=== The task ===
For each record that follows, restate the text exactly and drop the pictures.
The records below:
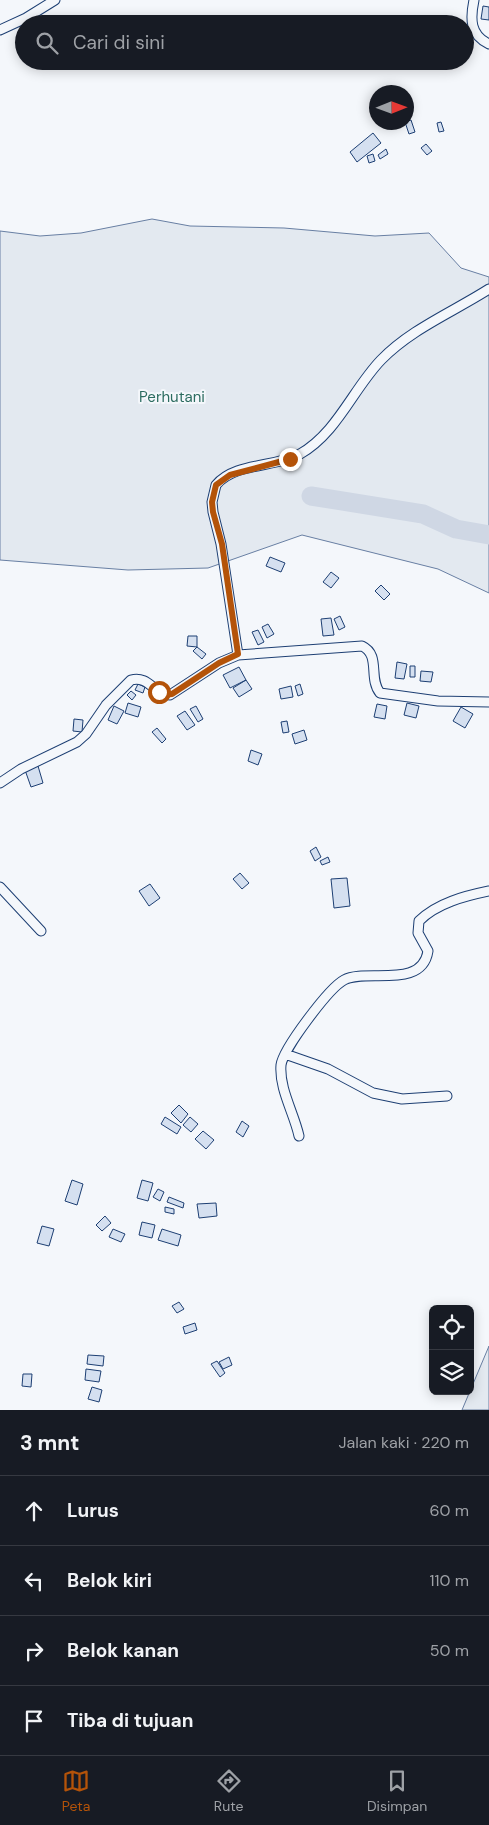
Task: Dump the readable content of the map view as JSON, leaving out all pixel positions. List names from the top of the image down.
{
  "parks": ["Perhutani"],
  "north": "right",
  "page": {
    "search": "Cari di sini",
    "heading": ["3 mnt", "Jalan kaki · 220 m"],
    "list": [
      ["Lurus", "60 m"],
      ["Belok kiri", "110 m"],
      ["Belok kanan", "50 m"],
      "Tiba di tujuan"
    ],
    "nav": ["Peta", "Rute", "Disimpan"]
  }
}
End of The records.
=== Result below ===
Task: Dump the readable content of the map view as JSON, leaving out all pixel positions. List names from the top of the image down.
{
  "parks": ["Perhutani"],
  "north": "right",
  "page": {
    "search": "Cari di sini",
    "heading": ["3 mnt", "Jalan kaki · 220 m"],
    "list": [
      ["Lurus", "60 m"],
      ["Belok kiri", "110 m"],
      ["Belok kanan", "50 m"],
      "Tiba di tujuan"
    ],
    "nav": ["Peta", "Rute", "Disimpan"]
  }
}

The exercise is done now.